ABOUT THIS EXERCISE:
Which lines in the data below contain the word "Mátyás"? Pull each of them out.

INPUT FOR THIS TASK:
····················

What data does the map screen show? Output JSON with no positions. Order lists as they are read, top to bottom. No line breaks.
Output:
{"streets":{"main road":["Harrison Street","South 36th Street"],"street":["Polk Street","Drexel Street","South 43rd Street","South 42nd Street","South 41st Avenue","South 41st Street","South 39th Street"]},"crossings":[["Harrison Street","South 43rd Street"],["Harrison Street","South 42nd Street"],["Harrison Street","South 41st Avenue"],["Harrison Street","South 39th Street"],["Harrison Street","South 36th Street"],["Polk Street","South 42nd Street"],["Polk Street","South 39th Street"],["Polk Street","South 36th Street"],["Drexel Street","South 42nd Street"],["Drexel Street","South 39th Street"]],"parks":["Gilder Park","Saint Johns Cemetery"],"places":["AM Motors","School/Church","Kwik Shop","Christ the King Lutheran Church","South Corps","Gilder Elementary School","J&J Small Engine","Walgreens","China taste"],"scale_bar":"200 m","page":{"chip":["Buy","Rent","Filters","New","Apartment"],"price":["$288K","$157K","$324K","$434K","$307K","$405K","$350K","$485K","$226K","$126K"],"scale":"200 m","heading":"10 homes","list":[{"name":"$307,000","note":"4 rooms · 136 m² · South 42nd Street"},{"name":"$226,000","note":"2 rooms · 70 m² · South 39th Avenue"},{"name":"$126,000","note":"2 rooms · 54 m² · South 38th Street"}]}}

····················

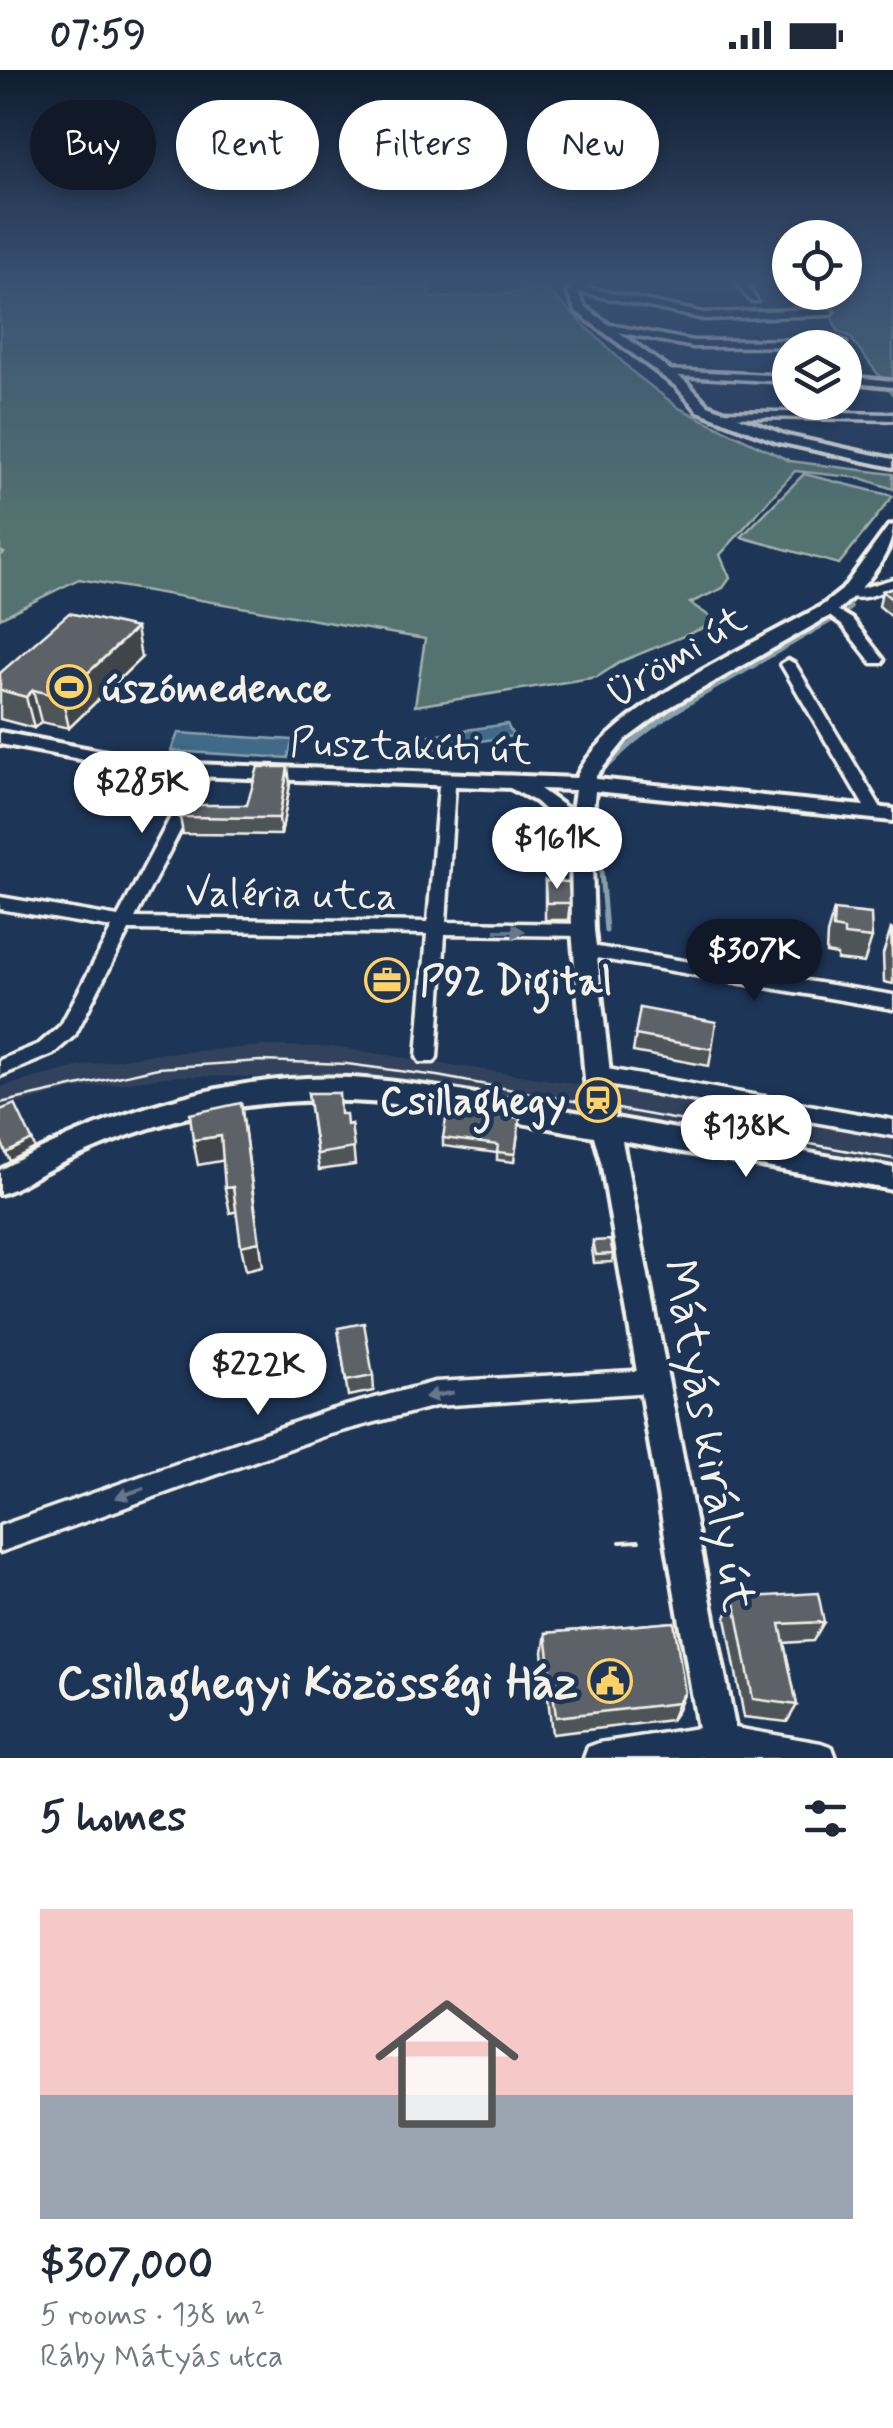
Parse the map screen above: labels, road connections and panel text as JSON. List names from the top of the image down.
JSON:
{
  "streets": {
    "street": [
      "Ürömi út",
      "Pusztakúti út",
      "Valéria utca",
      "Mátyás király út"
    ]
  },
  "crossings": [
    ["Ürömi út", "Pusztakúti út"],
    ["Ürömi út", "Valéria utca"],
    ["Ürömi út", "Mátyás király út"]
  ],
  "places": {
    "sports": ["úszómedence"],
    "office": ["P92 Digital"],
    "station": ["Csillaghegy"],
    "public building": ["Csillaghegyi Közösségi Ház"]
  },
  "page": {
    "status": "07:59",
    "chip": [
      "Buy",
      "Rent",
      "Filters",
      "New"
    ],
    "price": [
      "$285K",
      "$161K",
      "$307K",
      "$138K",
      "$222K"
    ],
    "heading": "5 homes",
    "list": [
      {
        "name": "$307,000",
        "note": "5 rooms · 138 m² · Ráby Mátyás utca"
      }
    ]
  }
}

····················

SOLUTION FOR THIS TASK:
      "Mátyás király út"
    ["Ürömi út", "Mátyás király út"]
        "note": "5 rooms · 138 m² · Ráby Mátyás utca"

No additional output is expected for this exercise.